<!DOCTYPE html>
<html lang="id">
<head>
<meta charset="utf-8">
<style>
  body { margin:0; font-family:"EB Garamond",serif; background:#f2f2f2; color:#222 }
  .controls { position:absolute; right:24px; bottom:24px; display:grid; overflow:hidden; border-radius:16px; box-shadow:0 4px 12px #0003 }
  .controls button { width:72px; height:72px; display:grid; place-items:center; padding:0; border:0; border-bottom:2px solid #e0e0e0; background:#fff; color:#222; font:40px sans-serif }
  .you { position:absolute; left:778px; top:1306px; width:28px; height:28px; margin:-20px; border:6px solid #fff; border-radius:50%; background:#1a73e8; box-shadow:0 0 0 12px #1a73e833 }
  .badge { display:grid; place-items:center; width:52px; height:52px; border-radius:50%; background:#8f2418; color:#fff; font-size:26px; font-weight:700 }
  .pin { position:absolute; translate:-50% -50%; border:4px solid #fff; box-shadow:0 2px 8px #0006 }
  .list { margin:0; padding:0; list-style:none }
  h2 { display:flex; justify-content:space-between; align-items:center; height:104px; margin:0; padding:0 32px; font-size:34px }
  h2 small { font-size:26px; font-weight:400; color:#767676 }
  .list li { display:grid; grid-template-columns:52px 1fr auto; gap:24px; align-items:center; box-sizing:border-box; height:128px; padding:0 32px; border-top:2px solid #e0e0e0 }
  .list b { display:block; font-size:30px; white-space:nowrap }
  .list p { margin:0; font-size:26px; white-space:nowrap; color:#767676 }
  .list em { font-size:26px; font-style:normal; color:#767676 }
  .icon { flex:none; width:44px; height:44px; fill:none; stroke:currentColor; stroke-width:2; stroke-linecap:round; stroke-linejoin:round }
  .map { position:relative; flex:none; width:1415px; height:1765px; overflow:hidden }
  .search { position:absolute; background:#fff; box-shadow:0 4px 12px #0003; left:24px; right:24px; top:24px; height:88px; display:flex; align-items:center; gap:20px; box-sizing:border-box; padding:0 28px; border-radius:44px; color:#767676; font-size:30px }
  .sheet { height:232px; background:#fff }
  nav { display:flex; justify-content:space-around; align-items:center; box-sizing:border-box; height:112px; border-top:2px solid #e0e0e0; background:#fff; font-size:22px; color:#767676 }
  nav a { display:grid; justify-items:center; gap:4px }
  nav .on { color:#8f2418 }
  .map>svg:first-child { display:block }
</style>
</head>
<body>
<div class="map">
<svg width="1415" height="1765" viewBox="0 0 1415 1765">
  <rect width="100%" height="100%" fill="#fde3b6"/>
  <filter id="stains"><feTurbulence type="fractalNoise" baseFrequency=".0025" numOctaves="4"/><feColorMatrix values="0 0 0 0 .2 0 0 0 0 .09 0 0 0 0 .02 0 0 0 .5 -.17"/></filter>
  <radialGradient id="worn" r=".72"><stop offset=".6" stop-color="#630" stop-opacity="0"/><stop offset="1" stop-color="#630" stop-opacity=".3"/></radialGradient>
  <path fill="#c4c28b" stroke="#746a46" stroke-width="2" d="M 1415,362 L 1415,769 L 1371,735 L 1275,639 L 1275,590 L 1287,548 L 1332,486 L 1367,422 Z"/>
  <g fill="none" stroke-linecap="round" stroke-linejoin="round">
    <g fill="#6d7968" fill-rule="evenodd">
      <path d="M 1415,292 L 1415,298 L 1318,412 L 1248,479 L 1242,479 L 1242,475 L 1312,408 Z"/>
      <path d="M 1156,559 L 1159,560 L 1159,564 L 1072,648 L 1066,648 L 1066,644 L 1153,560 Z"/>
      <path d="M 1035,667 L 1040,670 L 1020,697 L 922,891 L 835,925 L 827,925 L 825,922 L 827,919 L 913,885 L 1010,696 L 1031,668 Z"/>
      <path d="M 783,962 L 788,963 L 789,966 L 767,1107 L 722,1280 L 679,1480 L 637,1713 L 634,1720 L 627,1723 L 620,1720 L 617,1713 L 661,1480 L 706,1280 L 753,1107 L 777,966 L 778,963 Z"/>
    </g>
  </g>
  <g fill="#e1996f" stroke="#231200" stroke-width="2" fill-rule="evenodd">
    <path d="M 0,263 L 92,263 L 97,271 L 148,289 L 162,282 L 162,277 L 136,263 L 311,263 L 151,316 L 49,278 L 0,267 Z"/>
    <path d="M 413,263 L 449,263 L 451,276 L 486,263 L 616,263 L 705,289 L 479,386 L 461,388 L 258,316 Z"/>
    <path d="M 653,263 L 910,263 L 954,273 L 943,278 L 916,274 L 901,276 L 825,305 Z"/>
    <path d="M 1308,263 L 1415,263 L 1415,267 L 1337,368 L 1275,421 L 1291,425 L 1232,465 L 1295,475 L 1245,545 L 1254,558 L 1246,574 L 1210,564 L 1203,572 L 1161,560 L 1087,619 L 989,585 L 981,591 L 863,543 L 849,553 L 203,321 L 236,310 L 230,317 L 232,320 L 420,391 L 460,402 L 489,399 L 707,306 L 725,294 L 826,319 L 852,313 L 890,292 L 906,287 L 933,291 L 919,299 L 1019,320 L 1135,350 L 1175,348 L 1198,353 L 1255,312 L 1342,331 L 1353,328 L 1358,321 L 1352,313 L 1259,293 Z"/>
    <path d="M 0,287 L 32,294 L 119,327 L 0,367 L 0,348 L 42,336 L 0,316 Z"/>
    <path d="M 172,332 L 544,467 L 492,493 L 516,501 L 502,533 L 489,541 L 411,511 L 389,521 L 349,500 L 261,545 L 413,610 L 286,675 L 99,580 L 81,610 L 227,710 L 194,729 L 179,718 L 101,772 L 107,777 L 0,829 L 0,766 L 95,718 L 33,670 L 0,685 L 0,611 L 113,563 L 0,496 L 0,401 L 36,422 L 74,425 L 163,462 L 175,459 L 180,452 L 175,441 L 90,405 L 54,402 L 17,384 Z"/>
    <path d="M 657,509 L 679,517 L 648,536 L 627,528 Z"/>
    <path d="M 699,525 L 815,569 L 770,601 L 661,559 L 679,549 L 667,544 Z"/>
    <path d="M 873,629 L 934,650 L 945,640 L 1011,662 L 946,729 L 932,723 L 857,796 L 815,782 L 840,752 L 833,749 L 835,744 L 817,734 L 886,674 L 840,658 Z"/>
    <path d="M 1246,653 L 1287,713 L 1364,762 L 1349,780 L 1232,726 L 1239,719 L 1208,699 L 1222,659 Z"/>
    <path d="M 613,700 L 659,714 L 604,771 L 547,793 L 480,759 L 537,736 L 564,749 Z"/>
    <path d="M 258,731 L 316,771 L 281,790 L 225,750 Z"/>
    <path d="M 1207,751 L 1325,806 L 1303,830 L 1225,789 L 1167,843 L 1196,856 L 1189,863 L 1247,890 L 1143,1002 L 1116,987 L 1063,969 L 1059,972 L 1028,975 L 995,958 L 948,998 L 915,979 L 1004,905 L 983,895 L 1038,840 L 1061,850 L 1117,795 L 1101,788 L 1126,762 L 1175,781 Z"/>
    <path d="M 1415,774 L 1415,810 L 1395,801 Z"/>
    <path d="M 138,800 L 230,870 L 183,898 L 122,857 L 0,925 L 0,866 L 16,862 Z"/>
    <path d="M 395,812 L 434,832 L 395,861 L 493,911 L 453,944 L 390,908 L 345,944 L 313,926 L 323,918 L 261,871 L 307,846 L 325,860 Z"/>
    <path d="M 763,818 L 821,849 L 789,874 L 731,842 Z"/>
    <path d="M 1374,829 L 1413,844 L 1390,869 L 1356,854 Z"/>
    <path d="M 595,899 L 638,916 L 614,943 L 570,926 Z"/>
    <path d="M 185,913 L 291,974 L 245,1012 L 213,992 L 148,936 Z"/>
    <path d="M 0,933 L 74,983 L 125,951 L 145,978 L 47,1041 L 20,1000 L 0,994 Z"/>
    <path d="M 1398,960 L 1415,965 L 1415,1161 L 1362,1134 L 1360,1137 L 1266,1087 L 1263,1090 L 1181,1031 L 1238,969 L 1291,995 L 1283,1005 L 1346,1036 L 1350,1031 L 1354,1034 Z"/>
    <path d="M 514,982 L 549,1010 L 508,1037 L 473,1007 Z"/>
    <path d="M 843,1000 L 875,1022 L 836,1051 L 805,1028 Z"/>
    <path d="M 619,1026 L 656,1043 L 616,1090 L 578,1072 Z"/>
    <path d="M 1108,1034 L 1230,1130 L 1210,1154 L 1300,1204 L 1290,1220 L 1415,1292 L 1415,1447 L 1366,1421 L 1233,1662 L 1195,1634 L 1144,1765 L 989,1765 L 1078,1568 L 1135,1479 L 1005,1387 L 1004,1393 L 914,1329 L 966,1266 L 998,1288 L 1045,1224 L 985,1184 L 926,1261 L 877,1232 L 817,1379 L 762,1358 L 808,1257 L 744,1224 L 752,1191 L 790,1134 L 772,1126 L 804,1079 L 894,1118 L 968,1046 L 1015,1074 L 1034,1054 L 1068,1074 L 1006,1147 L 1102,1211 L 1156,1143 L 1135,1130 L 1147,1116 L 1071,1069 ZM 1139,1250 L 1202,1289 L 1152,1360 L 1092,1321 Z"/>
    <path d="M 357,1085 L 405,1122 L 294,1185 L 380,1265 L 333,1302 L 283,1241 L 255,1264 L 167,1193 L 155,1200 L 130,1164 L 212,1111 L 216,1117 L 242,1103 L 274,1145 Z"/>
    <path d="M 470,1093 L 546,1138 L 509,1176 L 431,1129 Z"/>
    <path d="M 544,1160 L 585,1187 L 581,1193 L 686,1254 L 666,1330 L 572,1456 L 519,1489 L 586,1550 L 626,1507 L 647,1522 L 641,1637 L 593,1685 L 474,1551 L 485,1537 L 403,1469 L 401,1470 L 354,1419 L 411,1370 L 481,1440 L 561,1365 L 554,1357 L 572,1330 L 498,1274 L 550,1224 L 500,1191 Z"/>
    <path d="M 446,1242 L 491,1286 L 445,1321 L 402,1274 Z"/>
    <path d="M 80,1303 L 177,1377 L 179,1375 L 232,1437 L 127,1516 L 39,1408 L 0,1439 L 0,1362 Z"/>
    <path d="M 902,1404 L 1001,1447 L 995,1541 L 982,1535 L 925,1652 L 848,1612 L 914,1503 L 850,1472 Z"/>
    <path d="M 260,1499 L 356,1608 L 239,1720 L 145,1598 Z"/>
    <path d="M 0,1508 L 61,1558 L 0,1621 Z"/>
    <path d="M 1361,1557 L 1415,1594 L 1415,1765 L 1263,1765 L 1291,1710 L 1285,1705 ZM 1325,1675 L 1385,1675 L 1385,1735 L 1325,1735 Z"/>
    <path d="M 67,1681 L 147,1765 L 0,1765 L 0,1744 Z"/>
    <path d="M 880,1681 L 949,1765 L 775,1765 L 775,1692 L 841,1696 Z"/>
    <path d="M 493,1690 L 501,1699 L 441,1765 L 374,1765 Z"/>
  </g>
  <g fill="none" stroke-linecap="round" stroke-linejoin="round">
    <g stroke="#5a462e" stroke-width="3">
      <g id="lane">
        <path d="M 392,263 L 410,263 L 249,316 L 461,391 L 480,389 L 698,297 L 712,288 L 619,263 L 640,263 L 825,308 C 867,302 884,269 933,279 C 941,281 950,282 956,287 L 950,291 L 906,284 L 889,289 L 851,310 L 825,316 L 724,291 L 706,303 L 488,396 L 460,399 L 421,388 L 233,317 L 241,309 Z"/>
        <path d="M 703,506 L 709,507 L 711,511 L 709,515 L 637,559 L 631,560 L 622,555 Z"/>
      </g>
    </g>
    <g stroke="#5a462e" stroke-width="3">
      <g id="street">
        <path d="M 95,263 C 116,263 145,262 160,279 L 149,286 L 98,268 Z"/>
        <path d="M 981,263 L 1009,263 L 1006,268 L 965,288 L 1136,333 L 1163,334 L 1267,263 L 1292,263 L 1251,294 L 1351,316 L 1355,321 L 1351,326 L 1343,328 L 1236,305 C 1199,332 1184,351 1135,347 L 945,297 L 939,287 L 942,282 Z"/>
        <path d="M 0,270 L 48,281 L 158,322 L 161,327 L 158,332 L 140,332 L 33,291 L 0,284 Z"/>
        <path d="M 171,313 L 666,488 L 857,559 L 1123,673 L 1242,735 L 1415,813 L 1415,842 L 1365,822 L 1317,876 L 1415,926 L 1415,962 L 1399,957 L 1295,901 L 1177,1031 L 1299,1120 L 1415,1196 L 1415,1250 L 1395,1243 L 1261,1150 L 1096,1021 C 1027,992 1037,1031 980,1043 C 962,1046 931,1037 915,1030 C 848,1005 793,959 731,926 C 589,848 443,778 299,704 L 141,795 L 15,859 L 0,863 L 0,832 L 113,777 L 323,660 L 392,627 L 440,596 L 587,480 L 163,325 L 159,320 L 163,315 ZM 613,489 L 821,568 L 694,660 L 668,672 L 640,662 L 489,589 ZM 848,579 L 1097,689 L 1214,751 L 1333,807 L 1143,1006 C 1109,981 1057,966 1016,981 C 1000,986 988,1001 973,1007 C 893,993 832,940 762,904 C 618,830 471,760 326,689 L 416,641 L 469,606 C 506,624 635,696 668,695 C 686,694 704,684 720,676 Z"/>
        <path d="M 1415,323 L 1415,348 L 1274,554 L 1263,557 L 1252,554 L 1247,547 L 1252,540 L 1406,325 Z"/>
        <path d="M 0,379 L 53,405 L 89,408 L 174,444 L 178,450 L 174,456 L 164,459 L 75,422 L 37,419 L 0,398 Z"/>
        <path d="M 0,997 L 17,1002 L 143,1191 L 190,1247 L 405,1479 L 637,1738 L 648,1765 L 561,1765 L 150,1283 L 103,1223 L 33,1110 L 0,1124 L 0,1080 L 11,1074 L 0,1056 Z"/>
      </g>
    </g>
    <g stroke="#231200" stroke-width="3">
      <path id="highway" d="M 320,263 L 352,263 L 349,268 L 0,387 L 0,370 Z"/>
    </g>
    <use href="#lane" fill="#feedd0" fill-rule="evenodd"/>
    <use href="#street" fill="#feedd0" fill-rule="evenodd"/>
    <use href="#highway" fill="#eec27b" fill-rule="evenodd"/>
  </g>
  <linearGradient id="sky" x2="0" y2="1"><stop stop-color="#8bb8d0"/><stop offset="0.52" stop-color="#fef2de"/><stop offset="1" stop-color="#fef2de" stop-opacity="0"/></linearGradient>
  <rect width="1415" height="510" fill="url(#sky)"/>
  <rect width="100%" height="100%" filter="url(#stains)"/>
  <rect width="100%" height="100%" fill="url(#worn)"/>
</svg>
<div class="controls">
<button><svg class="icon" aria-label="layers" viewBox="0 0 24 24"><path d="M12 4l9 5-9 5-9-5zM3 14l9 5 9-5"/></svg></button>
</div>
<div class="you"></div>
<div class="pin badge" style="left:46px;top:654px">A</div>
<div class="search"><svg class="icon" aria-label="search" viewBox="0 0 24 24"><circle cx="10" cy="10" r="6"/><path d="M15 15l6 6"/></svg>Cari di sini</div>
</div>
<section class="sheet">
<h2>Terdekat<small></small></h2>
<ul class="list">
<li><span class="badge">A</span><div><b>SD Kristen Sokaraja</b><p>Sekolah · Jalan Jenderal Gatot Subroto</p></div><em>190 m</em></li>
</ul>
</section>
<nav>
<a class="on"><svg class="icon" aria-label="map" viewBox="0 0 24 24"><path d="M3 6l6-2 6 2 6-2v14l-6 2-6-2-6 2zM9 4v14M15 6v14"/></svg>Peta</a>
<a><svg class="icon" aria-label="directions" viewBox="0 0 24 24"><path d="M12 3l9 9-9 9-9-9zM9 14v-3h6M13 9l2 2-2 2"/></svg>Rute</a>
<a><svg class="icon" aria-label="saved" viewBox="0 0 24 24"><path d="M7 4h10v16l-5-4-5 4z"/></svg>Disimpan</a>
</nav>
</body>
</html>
-=-=-
• [INSTRUCTIONS FOR THE TASK]: Produce the lines from the top of the listing through the "position:absolute; right:24px; bottom:24px;" line exactly as they appear, with no additional output.

• [SOLUTION TO THIS TASK]:
<!DOCTYPE html>
<html lang="id">
<head>
<meta charset="utf-8">
<style>
  body { margin:0; font-family:"EB Garamond",serif; background:#f2f2f2; color:#222 }
  .controls { position:absolute; right:24px; bottom:24px; display:grid; overflow:hidden; border-radius:16px; box-shadow:0 4px 12px #0003 }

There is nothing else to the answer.